All sequences were analyzed for possible recombination by RDP4 v 4.85 software [20]. Any recombination events detected by at least 5 of the 7 programs (RDP, Geneconv, Bootscan, Maxchi, Chimaera, Siscan and Topol) were considered as true recombination. RDP4 v4.85 standard default settings were used, except for Bootscan and Siscan where window sizes of 300 bp, step size 30 were used. The prevalence of recombination, recombination breakpoints (start and end point), length of the recombinant fragments and the locations of the recombination were determined.
HBV reverse transcriptase (RT) regions were analyzed for the presence or absence of 42 potential nucleos(t)ide analogue (NA) resistance (NAr) mutations.
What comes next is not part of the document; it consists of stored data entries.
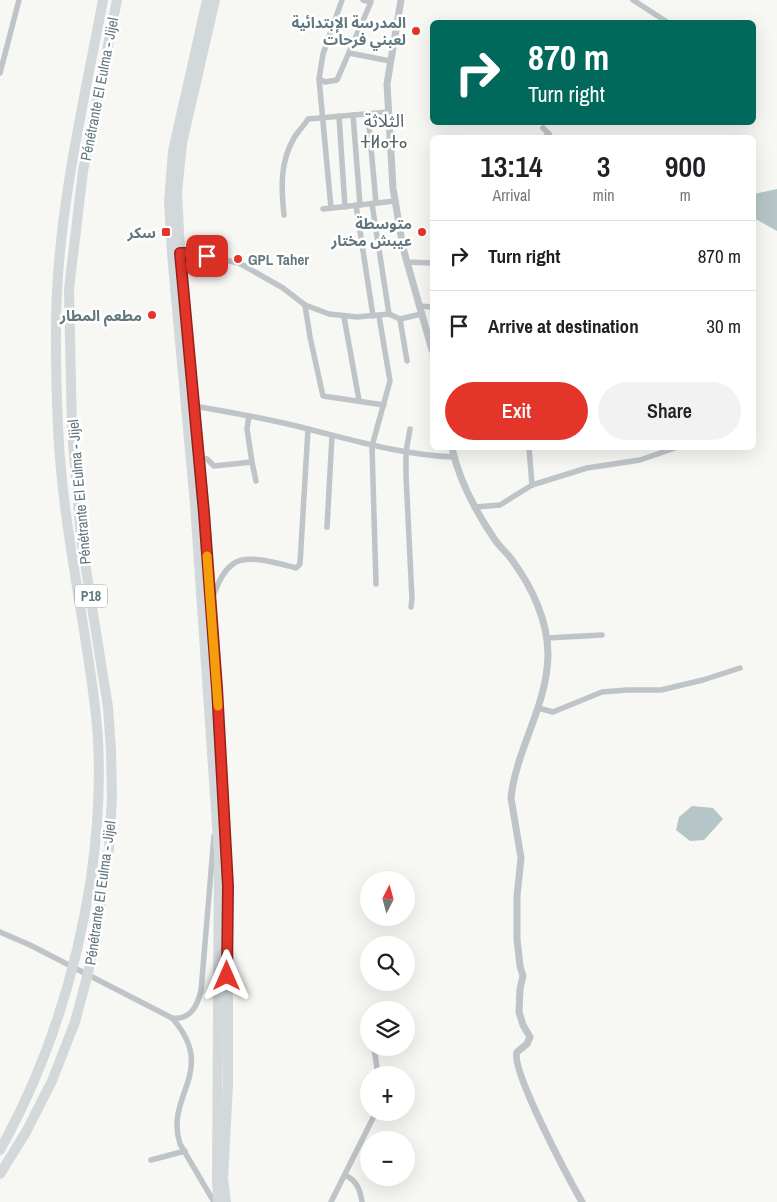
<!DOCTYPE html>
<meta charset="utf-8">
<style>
:root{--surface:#fff;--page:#f2f2f2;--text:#202124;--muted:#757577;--line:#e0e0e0;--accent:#e33529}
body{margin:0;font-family:"Archivo Narrow","Noto Sans Arabic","Noto Sans Tifinagh",sans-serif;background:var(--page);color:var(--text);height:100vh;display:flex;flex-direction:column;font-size:19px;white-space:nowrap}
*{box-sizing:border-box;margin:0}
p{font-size:16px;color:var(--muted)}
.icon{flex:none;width:28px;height:28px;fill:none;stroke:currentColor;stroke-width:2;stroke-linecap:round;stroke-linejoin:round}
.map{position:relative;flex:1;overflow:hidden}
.side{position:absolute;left:430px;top:135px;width:326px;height:315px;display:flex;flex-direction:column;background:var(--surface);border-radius:8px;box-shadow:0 5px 20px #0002}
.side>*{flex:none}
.top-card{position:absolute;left:430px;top:20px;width:326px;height:105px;border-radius:8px;box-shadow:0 5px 20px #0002;background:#00695c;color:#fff;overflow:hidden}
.needle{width:32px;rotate:6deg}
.fabs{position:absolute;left:360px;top:871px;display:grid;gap:10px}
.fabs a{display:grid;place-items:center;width:55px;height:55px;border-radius:50%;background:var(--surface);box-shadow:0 5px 20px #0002;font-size:25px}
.pin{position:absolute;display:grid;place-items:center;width:42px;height:42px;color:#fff;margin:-21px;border-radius:10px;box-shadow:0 2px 8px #0006}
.me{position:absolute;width:55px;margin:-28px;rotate:0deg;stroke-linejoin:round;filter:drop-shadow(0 0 4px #0008)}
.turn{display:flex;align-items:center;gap:18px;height:105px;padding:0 15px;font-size:22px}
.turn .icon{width:65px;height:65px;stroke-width:2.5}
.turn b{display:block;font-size:35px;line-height:42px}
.eta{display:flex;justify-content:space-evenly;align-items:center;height:85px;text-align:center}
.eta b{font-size:30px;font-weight:600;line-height:35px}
.action{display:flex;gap:10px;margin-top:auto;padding:10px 15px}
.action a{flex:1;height:58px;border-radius:30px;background:var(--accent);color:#fff;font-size:20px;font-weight:600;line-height:58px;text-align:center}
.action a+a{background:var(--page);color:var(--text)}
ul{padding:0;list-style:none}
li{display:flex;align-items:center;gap:15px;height:70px;padding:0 15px;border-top:1px solid var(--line)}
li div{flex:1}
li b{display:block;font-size:19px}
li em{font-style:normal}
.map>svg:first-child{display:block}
</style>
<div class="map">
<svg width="777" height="1202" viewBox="0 0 777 1202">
<rect width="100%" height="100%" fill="#f7f7f4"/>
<g fill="#b6c5c7">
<polygon points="777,189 777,231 754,218 754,194"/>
<polygon points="692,806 713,808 723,819 704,840 690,841 676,830 679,817"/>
</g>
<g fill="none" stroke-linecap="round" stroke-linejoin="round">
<g stroke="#bec4c7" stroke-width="5.5">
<polyline points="633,0 667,22"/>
<polyline points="349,53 390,61"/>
<polyline points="0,73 19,0"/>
<polyline points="319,79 325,82 337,80 371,2 363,0"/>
<polyline points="368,114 376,203"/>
<polyline points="353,115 360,205"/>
<polyline points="339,116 345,207"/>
<polyline points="543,128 549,134"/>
<polyline points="544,138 549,134 551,138"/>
<polyline points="372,204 389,314"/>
<polyline points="356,205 373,316"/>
<polyline points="331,208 319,79 323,54 342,0"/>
<polyline points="323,209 395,201"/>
<path d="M284,215C281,187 280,162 294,138C298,131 304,126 308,119L388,112"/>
<polyline points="180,253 191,253 239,263 283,288 305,305 329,314 357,317 389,314 400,319 421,314"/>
<polyline points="407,262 432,263"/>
<polyline points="305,305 310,337 323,396 384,405"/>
<polyline points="419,306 432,307"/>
<polyline points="344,317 359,400"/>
<polyline points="400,319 407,361"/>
<path d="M195,406C233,413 271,419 308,429C356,441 403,455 454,457"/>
<polyline points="249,416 247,429 252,462"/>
<polyline points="410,429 406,452 406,475 412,599 411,607"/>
<polyline points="529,448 532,485"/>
<polyline points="200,458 207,459 214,466 252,462 256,481"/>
<polyline points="476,507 500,505 532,485 587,468 640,460 675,448"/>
<polyline points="327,527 332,436"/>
<polyline points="376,584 372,446 390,381 379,316"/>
<path d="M211,595L214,594C218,583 223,571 233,564C247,553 280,564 296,568L300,564L308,429"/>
<polyline points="547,638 602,635"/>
<polyline points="538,708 553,712 602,692 627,690 661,690 703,680 740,668"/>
<path d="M0,932L30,945L172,1018C219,1071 164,1095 180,1144L214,1202"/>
<path d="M172,1018C190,1020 197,1007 201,991L214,836"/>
<polyline points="374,1048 378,1075"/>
<polyline points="151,1160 185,1151"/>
<path d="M345,1175C357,1181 360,1189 362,1202"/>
<polyline points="331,1202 376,1112"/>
</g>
<g stroke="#bec4c7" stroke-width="7">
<polyline points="401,0 387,84 393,188 403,248 432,350"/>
<path d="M452,448C459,480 476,512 495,540C500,547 507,553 512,560C532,587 548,621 548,655C547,707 516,749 511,798L521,858L517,896V939L520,966L523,976L520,989L519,1012L523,1025L530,1037L527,1044L517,1052C510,1069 570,1181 582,1202"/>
</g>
<g stroke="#d3d9db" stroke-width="10">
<polyline points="207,0 173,151 169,202 172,254 195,505 219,854 217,1179 218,1202"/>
<polyline points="215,0 182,143 177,192 180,250 205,513 228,886 228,1086 223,1178 226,1202"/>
</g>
<g stroke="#d3d9db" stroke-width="10">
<path d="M0,1150C48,1064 76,975 91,878C99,822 102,764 95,707C84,614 62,521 58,427C56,382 55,336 57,291C62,193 85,96 103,0"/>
<polyline points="0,1174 26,1132 52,1081 75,1022 88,973 99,916 109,849 112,797 111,751 108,707 81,538 72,431 69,289 83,171 117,0"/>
</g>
</g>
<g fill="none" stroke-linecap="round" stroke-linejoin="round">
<defs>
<polyline id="route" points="207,256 191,253 180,253 204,513 217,688 228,886 227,976"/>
</defs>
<use href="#route" stroke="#94221b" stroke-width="12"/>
<use href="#route" stroke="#e33529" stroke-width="9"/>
<polyline stroke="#f59e0b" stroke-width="9" points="207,556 218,706"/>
</g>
<g fill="#e33529" stroke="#fff" stroke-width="2">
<circle cx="416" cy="31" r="5"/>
<rect x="161" y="227" width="10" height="10" rx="2.5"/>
<circle cx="422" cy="232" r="5"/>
<circle cx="238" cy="259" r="5"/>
<circle cx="152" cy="315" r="5"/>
</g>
<g text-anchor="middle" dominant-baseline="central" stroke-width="5" stroke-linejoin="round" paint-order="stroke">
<rect fill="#fff" stroke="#91a0a5" stroke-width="1" x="75" y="584.5" width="32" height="23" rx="4"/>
<g font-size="14" font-weight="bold" fill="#62787f">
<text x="91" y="596">P18</text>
</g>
<g font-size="15" font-weight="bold" fill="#62787f" stroke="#fff" text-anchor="end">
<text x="406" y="22">المدرسة الإبتدائية<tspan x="406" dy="17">لعبني فرحات</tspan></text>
<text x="412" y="223">متوسطة<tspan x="412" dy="17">عيبش مختار</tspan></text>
<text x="156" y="232">سكر</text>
<text x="248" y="259" text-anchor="start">GPL Taher</text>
<text x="142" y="315">مطعم المطار</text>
</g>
<g font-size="15" fill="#62787f" stroke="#fff">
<text transform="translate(99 89) rotate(-79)">Pénétrante El Eulma - Jijel</text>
<text transform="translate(79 492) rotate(-95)">Pénétrante El Eulma - Jijel</text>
<text transform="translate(100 893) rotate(-82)">Pénétrante El Eulma - Jijel</text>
</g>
<g font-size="18" fill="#54646a" stroke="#fff">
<text x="384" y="120">الثلاثة<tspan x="384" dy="21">ⵜⵍⴰⵜⴰ</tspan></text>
</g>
</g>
</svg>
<div class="fabs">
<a><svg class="needle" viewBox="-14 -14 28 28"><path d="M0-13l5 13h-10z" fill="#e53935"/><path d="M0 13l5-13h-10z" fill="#757577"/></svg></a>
<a><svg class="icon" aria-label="search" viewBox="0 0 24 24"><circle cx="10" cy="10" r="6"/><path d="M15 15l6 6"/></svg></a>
<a><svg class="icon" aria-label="layers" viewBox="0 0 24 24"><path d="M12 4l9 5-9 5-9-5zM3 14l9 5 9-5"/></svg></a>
<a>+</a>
<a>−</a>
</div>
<div class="pin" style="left:207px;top:256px;background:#d93025"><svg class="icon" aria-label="arrive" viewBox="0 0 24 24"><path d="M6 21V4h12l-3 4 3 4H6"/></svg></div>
<svg class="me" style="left:227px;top:976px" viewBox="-20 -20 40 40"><path d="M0-17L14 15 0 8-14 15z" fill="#e33529" stroke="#fff" stroke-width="4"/></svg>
<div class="top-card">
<div class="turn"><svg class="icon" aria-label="right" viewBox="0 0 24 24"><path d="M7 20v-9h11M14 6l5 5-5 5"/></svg><div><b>870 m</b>Turn right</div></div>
</div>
<section class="side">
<div class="eta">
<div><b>13:14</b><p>Arrival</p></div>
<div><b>3</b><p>min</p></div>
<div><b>900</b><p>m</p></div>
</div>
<ul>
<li><svg class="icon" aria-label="right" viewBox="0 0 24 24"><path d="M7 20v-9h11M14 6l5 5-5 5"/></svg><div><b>Turn right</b></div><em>870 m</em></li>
<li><svg class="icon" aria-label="arrive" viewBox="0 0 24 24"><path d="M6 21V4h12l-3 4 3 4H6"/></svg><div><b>Arrive at destination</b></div><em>30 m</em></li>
</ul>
<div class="action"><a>Exit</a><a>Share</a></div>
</section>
</div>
This includes primary and secondary drug resistance mutations (rt80, rt169, rt173, rt180, rt181, rt184, rt194, rt202, rt204, rt236 and rt250), putative NAar mutations (rt53, rt54, rt82, rt84,rt85, rt91, rt126, rt128, rt139, rt153,rt166, rt191,rt200, rt207,rt213, rt214,rt215,rt217, rt218, rt221, rt229, rt233, rt237, rt238, rt245, and rt256), and pretreatment mutations (rt38, rt124, rt134, rt139, rt224 and rt242) as described earlier [21].
The preS2/S1 sequences were analyzed for preS1 deletion, preS1 mutations (A2962G, C3026A/T, C2964A, and C3116T), preS2 start codon deletion, and preS2 mutations (T31C, T53C, A162G, and T531C/G). The S gene sequence was analyzed for mutations in the “a” determinant region (T116 N, P120S/T, I/T126S/A, Q129H/R, M133 L/T, K141E, P142S, D144E, and G145R), and other virulence associated mutations (N3S, V184A, and S204R).
Mutations in the BCP (C1653T, T1674C/G, T1753 V, A1762T, G1764/A, C1766T, and T1768A) and the PC/core region (G1899A, C2002T, A2159G, A2189C, and G2203A/T) associated with HCC were also analyzed.
All data (socio demographic, biochemical and virological) were recorded and analyzed with Statistical Package for the Social Sciences (IBM SPSS version 23, NY, USA). Fisher’s exact test was used for the comparison of nominal scale variables and Mann - Whitney U test for ordinal scale variable. A P value </0.05 was considered to indicate statistically significant difference.